There are a number of different grades of paper and board, and they can be divided into two grades by basis weight: single-ply papers with a basis weight of 25-300 g / m2 and cartons made with a multilayer technique and 150-600 g / m2. As noted, the border between paper and board 25 is sliding, since the lightest board is lighter than the heaviest paper. Usually paper is used for printing and cardboard for packaging.

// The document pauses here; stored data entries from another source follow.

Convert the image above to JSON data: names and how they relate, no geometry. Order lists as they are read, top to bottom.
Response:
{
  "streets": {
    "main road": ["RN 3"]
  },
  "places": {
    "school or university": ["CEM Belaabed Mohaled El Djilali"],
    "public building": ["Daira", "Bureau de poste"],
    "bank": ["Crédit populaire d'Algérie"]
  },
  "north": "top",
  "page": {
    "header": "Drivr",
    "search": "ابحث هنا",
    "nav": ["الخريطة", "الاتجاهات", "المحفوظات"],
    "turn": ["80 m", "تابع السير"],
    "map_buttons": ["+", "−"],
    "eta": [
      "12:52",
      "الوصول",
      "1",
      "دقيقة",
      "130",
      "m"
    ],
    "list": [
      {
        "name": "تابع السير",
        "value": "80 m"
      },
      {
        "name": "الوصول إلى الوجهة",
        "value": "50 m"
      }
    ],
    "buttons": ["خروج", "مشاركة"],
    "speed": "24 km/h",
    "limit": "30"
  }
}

The following descriptions are examples of the current value of non-cash borrowings and may be subject to significant fluctuations in value.

2

Mechanical pulp or wood-containing printing papers are newsprint, uncoated magazine paper and coated magazine paper.

5 Newsprint paper may either consist entirely of mechanical pulp or may contain low levels of bleached softwood pulp (0-15%) and / or recycled fiber may be used to replace mechanical pulp. General values for newsprint should be as follows: 40-50 g / m2, 0-20% ash content, PPS S10 roughness 3.0-4.5 pm, Bendtsen roughness 100-200 200 ml / min, density 600-750 kg / m3, lightness 57-63% and opacity 90-96%.

Uncoated magazine paper (SC = supercalendered) generally has a mechanical pulp of 50-70%, bleached softwood pulp 10-25% 15 and fillers 15-30%. Typical values for calendered SC paper (including, inter alia, SC-C, SC-B and SC-A / A +) are 40-60 g / m 2 basis weight, 0-35% ash content, Hunter gloss 20-50%, PPS S10 roughness 1.0 - 2.5 µm, density 700 - 1250 kg / m3, lightness 62 - 70% and opacity 90 - 95%.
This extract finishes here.